Supplied records section start
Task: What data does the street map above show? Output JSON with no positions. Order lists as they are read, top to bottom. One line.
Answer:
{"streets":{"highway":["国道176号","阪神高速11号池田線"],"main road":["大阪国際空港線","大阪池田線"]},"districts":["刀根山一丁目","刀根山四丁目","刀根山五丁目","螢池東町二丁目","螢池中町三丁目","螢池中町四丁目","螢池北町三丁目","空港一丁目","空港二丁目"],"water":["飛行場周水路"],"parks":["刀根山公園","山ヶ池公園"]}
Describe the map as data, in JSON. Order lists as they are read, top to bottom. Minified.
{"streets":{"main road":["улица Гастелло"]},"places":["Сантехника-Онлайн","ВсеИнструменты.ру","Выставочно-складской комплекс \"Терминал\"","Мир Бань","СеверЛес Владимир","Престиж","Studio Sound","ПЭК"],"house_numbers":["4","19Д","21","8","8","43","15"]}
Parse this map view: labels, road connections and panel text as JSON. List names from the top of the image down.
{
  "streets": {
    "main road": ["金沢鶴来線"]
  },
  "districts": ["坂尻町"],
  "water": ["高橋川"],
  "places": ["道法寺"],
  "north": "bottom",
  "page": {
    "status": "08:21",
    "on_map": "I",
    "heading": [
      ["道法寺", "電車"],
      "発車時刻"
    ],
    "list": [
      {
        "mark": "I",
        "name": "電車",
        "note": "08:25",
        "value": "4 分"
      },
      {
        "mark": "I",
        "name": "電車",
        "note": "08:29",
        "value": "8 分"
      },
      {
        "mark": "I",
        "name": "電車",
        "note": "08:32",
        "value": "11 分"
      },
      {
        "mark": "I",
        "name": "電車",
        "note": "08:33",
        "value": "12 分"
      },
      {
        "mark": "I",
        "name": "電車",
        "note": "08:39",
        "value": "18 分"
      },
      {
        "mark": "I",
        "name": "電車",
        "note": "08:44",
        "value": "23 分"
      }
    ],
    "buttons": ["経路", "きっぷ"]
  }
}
Supplied records section end
• What the task requires:
Print every line you see above, exactly as written.

• Output of the task:
Task: What data does the street map above show? Output JSON with no positions. Order lists as they are read, top to bottom. One line.
Answer:
{"streets":{"highway":["国道176号","阪神高速11号池田線"],"main road":["大阪国際空港線","大阪池田線"]},"districts":["刀根山一丁目","刀根山四丁目","刀根山五丁目","螢池東町二丁目","螢池中町三丁目","螢池中町四丁目","螢池北町三丁目","空港一丁目","空港二丁目"],"water":["飛行場周水路"],"parks":["刀根山公園","山ヶ池公園"]}
Describe the map as data, in JSON. Order lists as they are read, top to bottom. Minified.
{"streets":{"main road":["улица Гастелло"]},"places":["Сантехника-Онлайн","ВсеИнструменты.ру","Выставочно-складской комплекс \"Терминал\"","Мир Бань","СеверЛес Владимир","Престиж","Studio Sound","ПЭК"],"house_numbers":["4","19Д","21","8","8","43","15"]}
Parse this map view: labels, road connections and panel text as JSON. List names from the top of the image down.
{
  "streets": {
    "main road": ["金沢鶴来線"]
  },
  "districts": ["坂尻町"],
  "water": ["高橋川"],
  "places": ["道法寺"],
  "north": "bottom",
  "page": {
    "status": "08:21",
    "on_map": "I",
    "heading": [
      ["道法寺", "電車"],
      "発車時刻"
    ],
    "list": [
      {
        "mark": "I",
        "name": "電車",
        "note": "08:25",
        "value": "4 分"
      },
      {
        "mark": "I",
        "name": "電車",
        "note": "08:29",
        "value": "8 分"
      },
      {
        "mark": "I",
        "name": "電車",
        "note": "08:32",
        "value": "11 分"
      },
      {
        "mark": "I",
        "name": "電車",
        "note": "08:33",
        "value": "12 分"
      },
      {
        "mark": "I",
        "name": "電車",
        "note": "08:39",
        "value": "18 分"
      },
      {
        "mark": "I",
        "name": "電車",
        "note": "08:44",
        "value": "23 分"
      }
    ],
    "buttons": ["経路", "きっぷ"]
  }
}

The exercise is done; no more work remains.